A 50.0 mm lens is used to take a picture of an object 1.30 m tall located 4.00 m away. What is the height of the image on the film?Scegli un'alternativa:A.10.5 mmB.9.20 mmC.21.0 mmD.16.5 mm

To solve this problem, we can use the lens formula which is 1/f = 1/v - 1/u. Here, f is the focal length of the lens, v is the image distance, and u is the object distance.

However, in this case, we are not directly interested in the image distance. We want to find the height of the image. We can use the magnification formula for this, which is h'/h = -v/u. Here, h is the height of the object, h' is the height of the image.

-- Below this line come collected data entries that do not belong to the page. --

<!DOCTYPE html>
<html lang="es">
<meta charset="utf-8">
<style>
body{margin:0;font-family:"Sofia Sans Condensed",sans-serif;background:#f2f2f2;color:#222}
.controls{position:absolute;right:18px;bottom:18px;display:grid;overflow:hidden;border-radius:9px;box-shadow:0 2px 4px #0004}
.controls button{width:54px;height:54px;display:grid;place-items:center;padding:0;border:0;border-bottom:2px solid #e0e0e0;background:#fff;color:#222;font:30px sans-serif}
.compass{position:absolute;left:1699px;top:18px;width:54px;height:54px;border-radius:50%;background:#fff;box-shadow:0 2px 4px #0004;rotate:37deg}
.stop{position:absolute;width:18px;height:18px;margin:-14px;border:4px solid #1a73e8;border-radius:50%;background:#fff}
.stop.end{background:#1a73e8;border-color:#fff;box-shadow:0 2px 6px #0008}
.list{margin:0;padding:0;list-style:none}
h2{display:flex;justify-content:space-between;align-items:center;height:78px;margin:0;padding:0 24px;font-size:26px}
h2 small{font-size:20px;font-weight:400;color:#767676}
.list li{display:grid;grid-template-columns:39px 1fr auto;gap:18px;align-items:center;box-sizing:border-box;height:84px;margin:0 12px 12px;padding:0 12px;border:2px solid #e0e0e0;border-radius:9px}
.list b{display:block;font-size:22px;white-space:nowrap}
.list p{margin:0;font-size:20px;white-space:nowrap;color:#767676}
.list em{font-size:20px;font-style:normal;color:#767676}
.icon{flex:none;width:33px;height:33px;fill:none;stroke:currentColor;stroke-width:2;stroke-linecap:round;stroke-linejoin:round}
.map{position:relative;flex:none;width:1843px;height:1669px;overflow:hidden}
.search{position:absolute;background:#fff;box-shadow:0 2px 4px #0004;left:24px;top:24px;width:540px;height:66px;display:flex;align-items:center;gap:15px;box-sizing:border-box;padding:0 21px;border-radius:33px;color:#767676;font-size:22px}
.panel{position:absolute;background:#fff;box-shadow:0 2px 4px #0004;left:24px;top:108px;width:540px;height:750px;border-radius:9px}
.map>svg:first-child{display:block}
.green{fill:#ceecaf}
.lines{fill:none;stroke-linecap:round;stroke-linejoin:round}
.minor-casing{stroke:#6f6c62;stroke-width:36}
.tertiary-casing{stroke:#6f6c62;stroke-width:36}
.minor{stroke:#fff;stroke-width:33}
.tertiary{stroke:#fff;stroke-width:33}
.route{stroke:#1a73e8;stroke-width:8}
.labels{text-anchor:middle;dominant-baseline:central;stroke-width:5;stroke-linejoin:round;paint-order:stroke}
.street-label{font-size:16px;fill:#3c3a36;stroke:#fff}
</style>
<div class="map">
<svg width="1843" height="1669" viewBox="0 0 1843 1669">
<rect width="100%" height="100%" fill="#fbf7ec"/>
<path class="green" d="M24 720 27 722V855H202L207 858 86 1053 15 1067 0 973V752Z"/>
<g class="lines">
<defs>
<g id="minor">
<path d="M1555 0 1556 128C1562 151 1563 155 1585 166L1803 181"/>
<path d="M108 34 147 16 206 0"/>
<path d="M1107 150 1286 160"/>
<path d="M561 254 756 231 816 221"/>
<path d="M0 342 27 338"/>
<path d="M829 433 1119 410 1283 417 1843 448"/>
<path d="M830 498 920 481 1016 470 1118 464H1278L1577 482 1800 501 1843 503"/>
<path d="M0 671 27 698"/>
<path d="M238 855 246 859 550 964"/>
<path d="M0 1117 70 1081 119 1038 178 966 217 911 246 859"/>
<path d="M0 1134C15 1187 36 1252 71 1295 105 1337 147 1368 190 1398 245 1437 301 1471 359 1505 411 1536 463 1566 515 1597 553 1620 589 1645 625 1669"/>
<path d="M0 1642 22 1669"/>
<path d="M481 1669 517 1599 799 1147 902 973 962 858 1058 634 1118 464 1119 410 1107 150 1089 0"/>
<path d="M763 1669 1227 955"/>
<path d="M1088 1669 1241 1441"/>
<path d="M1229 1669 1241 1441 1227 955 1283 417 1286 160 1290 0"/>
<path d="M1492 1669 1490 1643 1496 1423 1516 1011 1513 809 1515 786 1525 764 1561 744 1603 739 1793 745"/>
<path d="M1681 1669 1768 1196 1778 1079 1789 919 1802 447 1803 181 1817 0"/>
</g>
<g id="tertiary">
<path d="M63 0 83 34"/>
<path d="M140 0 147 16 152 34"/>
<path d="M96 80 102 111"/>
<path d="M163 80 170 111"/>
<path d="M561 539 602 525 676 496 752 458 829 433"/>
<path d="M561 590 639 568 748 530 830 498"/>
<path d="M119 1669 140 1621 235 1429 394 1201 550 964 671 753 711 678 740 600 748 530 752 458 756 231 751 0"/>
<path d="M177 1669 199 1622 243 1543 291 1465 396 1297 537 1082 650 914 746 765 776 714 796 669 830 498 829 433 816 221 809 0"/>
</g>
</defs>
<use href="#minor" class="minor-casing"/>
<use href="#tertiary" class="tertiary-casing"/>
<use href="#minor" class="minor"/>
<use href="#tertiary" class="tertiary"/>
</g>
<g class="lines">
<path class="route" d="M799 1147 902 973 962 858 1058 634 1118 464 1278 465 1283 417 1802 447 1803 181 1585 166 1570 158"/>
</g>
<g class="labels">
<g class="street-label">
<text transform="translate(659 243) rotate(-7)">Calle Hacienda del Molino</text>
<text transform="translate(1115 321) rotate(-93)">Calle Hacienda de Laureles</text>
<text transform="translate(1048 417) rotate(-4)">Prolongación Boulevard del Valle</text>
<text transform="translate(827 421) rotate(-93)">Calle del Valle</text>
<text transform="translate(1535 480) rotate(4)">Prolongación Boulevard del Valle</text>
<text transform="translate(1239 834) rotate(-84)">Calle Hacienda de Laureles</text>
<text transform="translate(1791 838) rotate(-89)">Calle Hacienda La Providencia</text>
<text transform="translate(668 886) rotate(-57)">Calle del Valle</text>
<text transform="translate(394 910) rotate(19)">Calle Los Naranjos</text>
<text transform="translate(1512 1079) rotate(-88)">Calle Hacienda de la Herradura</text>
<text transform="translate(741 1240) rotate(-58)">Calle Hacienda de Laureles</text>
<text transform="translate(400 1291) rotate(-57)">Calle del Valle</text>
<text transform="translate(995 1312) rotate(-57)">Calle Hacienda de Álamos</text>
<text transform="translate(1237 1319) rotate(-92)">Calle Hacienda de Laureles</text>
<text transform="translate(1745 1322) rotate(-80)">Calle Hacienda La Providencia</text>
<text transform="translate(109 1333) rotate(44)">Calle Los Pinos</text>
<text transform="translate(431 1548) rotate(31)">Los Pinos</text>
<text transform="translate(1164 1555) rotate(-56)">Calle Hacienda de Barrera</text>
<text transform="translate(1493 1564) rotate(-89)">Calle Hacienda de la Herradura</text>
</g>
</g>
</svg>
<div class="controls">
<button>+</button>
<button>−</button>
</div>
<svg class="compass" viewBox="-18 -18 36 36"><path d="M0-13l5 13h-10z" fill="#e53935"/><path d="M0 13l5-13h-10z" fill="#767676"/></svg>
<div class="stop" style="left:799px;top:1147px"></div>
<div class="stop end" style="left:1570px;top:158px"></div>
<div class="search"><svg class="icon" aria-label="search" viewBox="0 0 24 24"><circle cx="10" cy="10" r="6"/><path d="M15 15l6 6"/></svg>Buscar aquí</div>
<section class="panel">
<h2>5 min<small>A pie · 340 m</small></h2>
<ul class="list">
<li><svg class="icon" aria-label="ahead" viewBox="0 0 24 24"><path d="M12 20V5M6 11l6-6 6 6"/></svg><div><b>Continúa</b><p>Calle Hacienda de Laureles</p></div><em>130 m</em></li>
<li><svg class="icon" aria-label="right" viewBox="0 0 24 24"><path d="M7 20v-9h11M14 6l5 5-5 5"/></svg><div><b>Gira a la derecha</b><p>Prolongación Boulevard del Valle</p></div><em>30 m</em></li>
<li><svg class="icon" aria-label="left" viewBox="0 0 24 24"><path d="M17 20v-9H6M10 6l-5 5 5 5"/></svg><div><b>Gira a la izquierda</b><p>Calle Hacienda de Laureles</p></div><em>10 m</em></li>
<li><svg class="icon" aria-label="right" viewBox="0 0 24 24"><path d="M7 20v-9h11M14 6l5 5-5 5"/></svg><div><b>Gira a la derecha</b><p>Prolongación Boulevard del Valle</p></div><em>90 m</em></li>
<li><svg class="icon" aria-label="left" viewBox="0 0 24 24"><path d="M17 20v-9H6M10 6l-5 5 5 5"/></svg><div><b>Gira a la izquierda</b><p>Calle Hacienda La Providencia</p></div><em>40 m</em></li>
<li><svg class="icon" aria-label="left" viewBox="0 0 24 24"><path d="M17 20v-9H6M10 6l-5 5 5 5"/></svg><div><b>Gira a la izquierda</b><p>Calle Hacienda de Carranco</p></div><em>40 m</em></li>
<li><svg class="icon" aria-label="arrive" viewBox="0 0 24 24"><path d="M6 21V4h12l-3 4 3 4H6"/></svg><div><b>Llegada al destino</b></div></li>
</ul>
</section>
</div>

We know that the magnification (m) is also equal to the image distance (v) divided by the object distance (u). So, we can write the magnification formula as m = h'/h = -v/u.

We are given that the object height (h) is 1.30 m and the object distance (u) is 4.00 m. We are also given that the focal length (f) of the lens is 50.0 mm, but we need to convert this to meters to match the units of the other quantities. So, f = 50.0 mm = 0.050 m.

We can find the image distance (v) using the lens formula: 1/v = 1/f + 1/u = 1/0.050 + 1/4.00 = 20 + 0.25 = 20.25. So, v = 1/20.25 = 0.0494 m.

Now we can find the magnification (m): m = -v/u = -0.0494/4.00 = -0.01235.

Finally, we can find the image height (h'): h' = m * h = -0.01235 * 1.30 = -0.01605 m = -16.05 mm. The negative sign indicates that the image is inverted, but the question asks for the height of the image, so we take the absolute value: h' = 16.05 mm.

So, the closest answer is D. 16.5 mm.